I delay. “Umm, I’m not quite sure how things will shake out… umm… I’ve got some options… umm… maybe go to grad school?”
“Sounds like a good plan. Education is always a good investment,” he said very seriously.
To the graduating class of 2008, this conversation probably sounds familiar. I barely knew this man, yet by asking this simple question he immediately had me under his thumb. If you’ve got no solid plan for post-college life like many other seniors, you might be able to identify. Here we are nearing the end of our educational odyssey, yet the very day we have planned for and worked toward (graduation) is about as far as many of us have gotten. Like a war in Iraq, going to DU is one thing, but what we do after conquering it usually lacks any real planning.
But in spite of only minor preparations for the next step, I tend to look at life after college with some excitement. I remember leaving high school with a similar feeling – like I could “change the world” – and I’d be lying if I said this feeling was much different now.
After a summer internship with a financial institution a few years ago, I wasn’t so sure. I could see myself succeeding there, but after experiencing firsthand the corporate mechanism that tends to dehumanize both employees and customers, I realized that I didn’t want to succeed at something like that. That’s no place to change the world, at least not the kind of change that I’d like to be a part of.
But I still think I can change the world. I mean, don’t you?
I know I should know better, that I should be more cynical after opening my eyes here in college to how the world really works. But I don’t want to be cynical. I don’t want to know better if it means giving in to negativity. I want to hope, and I want to work for a better life.

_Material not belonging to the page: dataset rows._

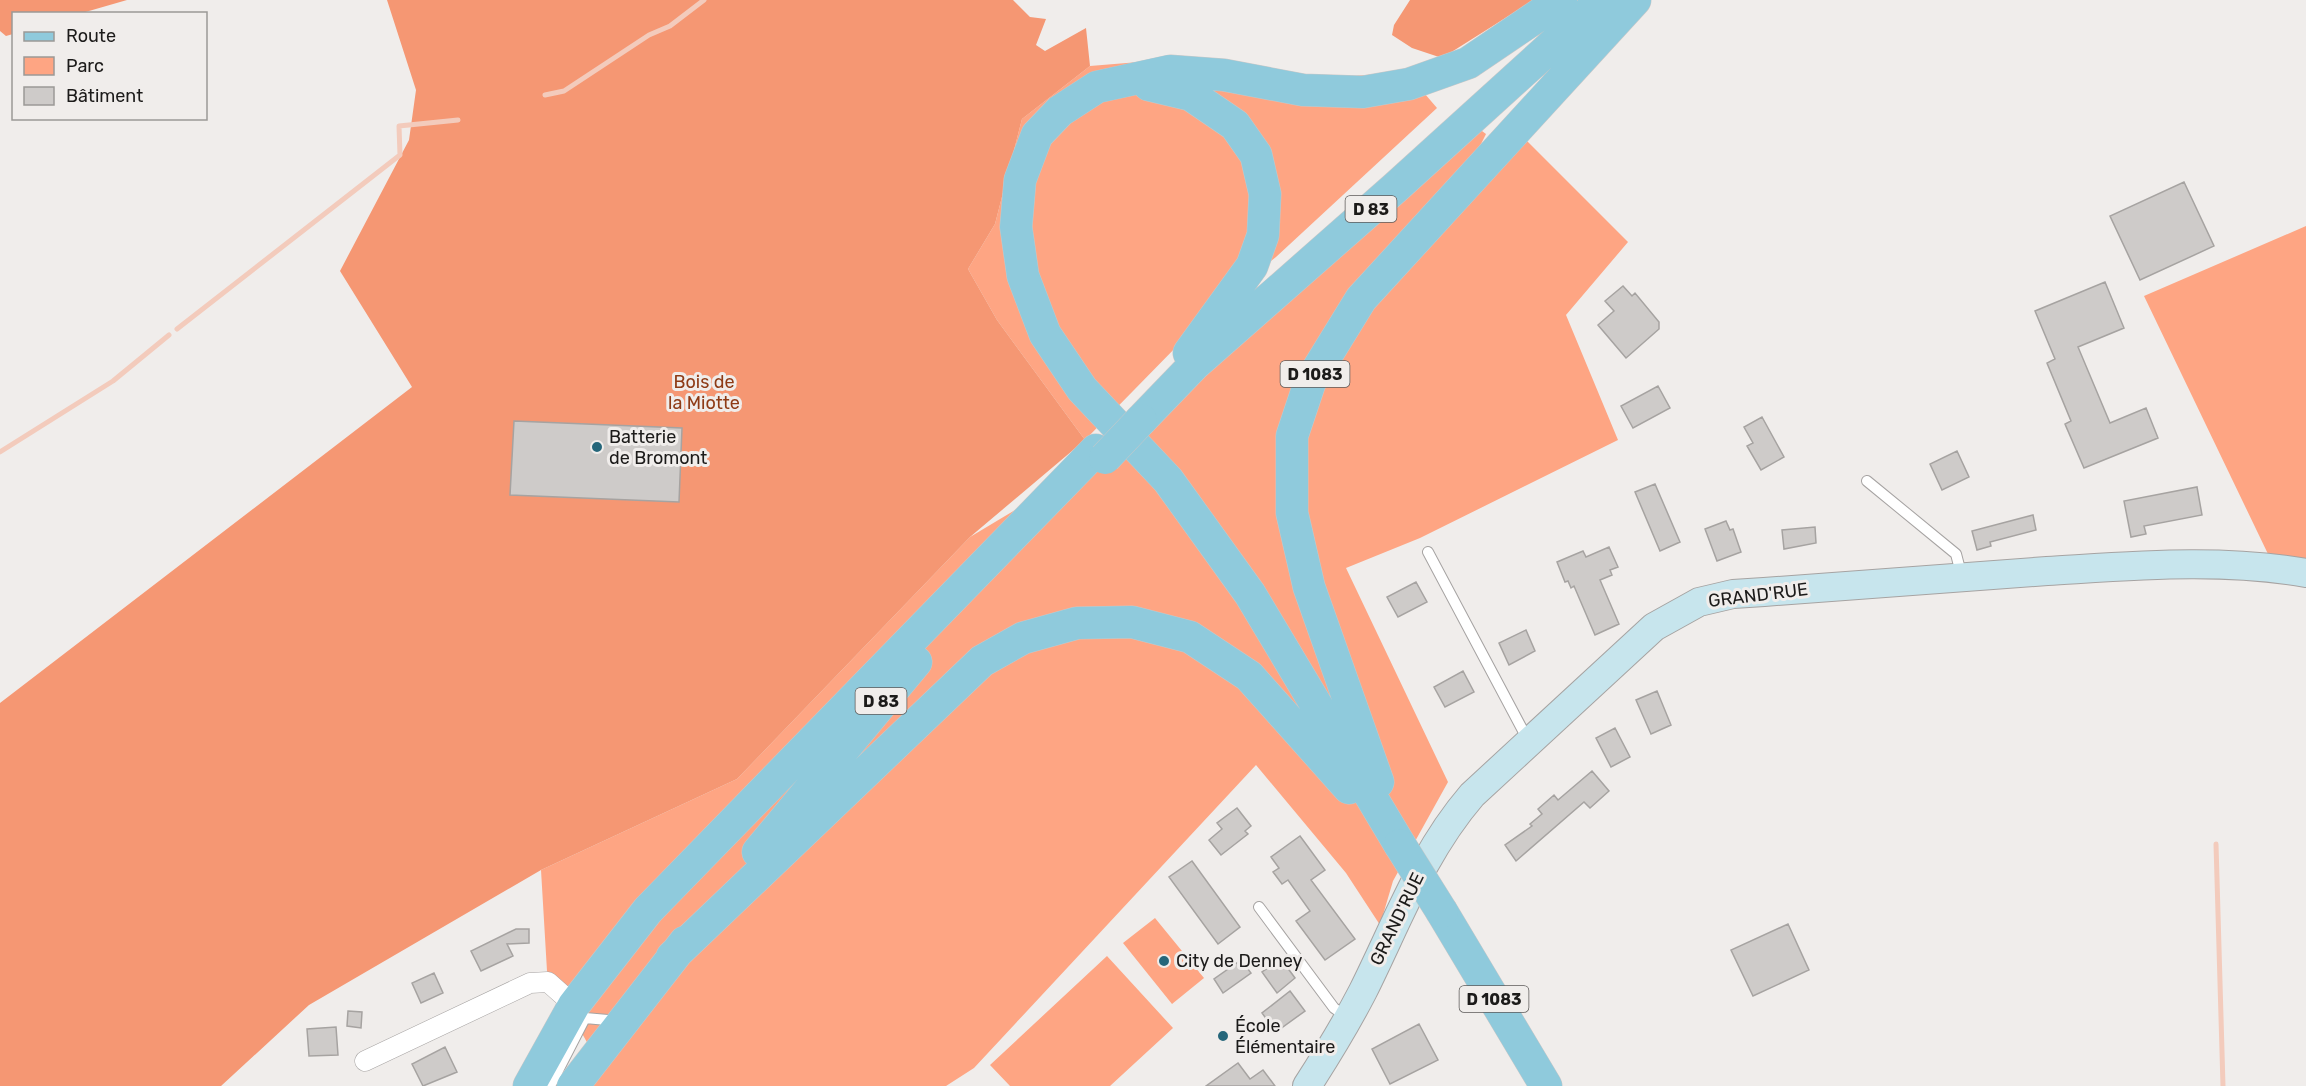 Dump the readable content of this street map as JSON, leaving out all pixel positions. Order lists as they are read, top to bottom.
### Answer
{
  "streets": {
    "main road": ["D 83", "D 1083"],
    "street": ["GRAND'RUE"]
  },
  "crossings": [
    ["D 83", "D 1083"]
  ],
  "parks": ["Bois de la Miotte"],
  "places": ["Batterie de Bromont", "City de Denney", "École Élémentaire"],
  "legend": ["Route", "Parc", "Bâtiment"]
} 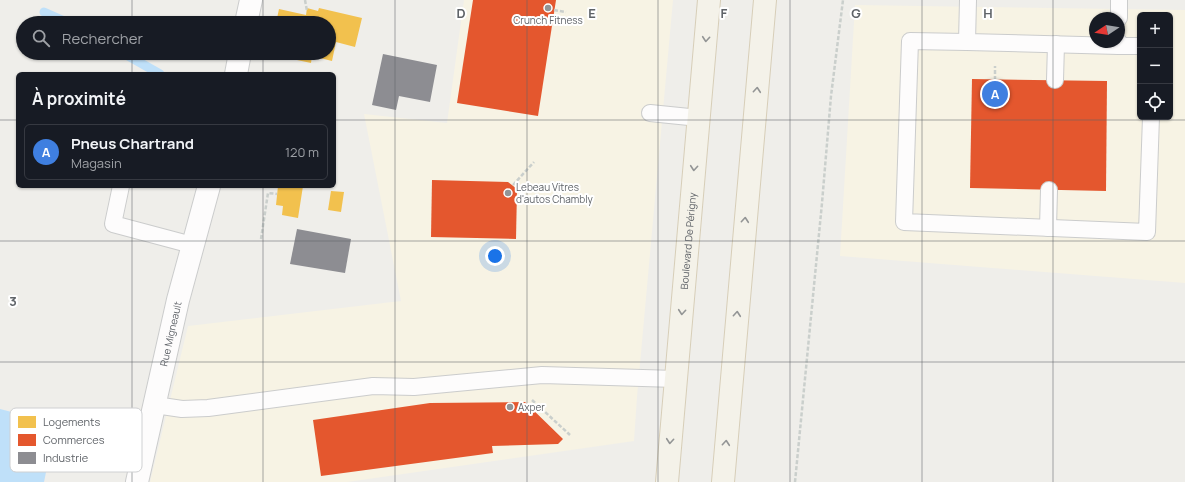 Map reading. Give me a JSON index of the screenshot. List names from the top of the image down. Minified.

So maybe I’m just stubborn. But if being stubborn keeps me from accepting some previously inevitable doom of a cubicle and the farewell to freedom as I know it, then God bless such stubbornness.
Perhaps the problem is that when we are asked so often and by so many people what our plans are for next year, after a while we start to really worry about such things. Before long the mere question brings on tension, but we must realize this tension is not placed on us by the folks asking. To be sure, many of these people are asking because they care about us and want to know about our lives. We place this tension on ourselves. We end up listening to their voices more than to our own inner voice. We choose to listen to another source instead of our own, which will never guide us astray.

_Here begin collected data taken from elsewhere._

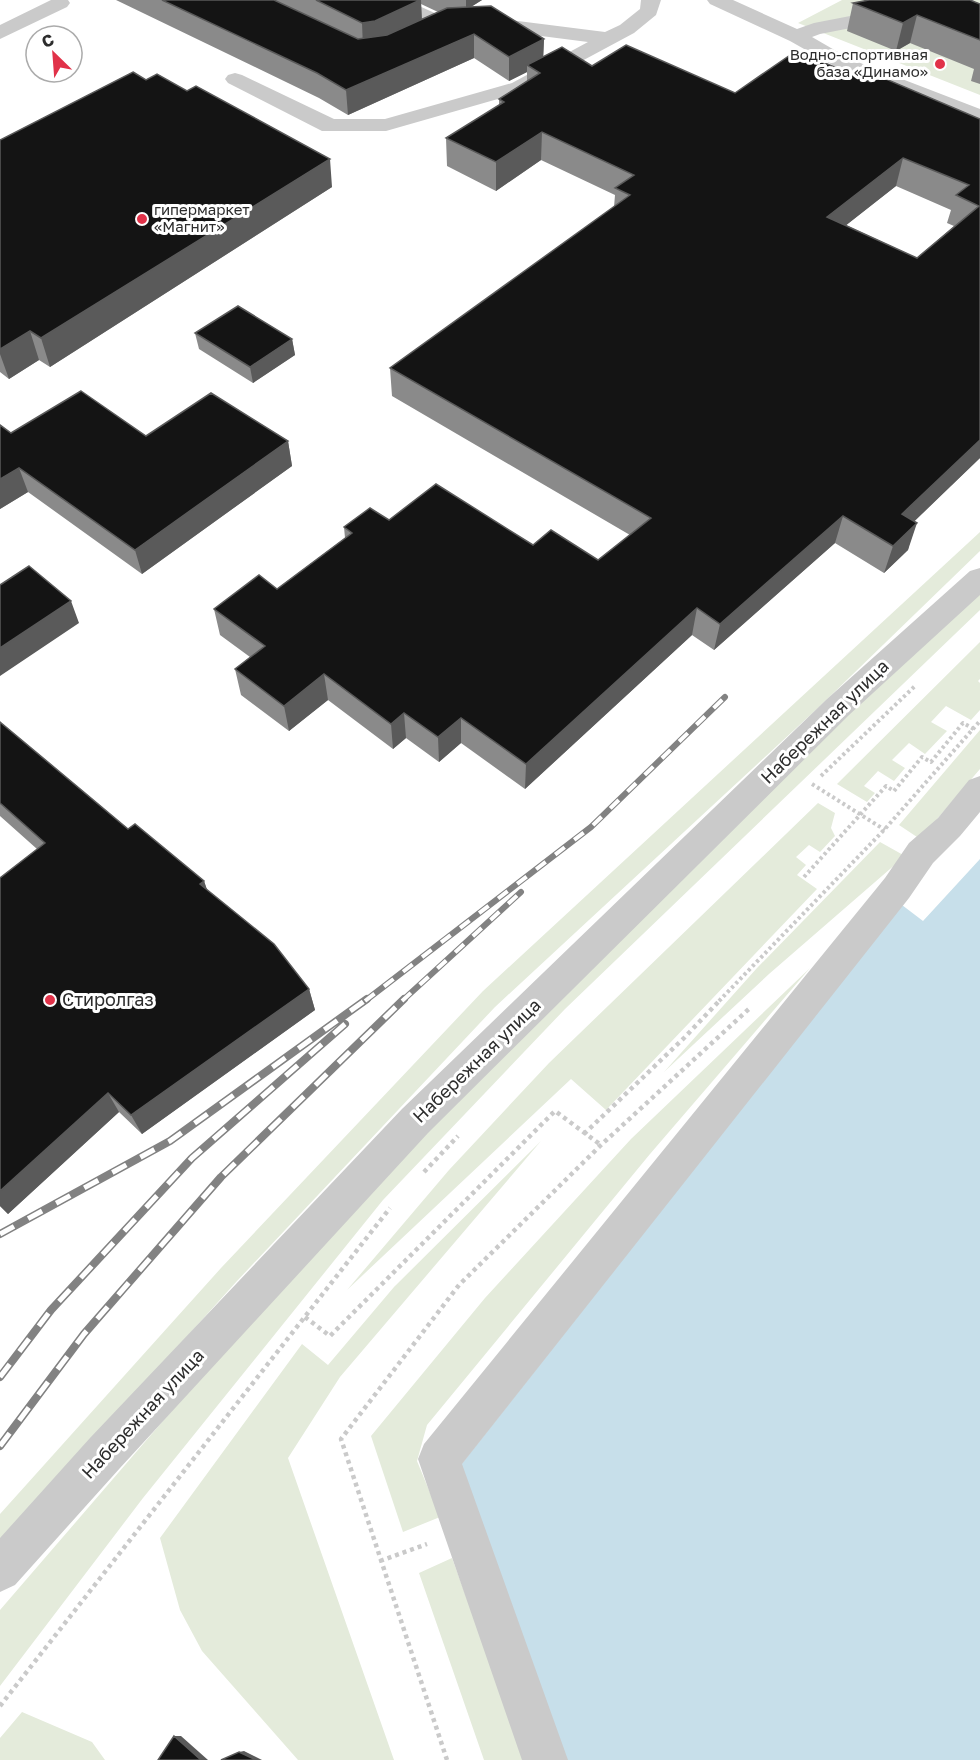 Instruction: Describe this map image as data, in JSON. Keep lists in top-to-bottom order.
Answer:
{
  "streets": {
    "street": ["Набережная улица"]
  },
  "places": ["Водно-спортивная база «Динамо»", "гипермаркет «Магнит»", "Стиролгаз"],
  "north": "top left"
}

Still worried about next year? Stop it. Things will work out for all of us. Whatever you put your mind to, you will accomplish. It’s as simple as that. If you need proof, just consider what you’ve put your mind to and accomplished while at DU. Whether it was achieving academic success, increasing your bench press or attaining spiritual enlightenment, if you really gave it your best effort – and only you can really judge that – you have probably reached your goal, at least in some way.
Be sure to remember how strong you are when you decide to do something. Forget tomorrow and forget yesterday: they don’t exist. Be here, enjoy now, and receive this moment as a blessing, not a punishment. As long as you’re fully present in your life here at DU, tomorrow will take care of itself!
For those of us entering into our last quarter at DU, let’s enjoy every moment of it we can.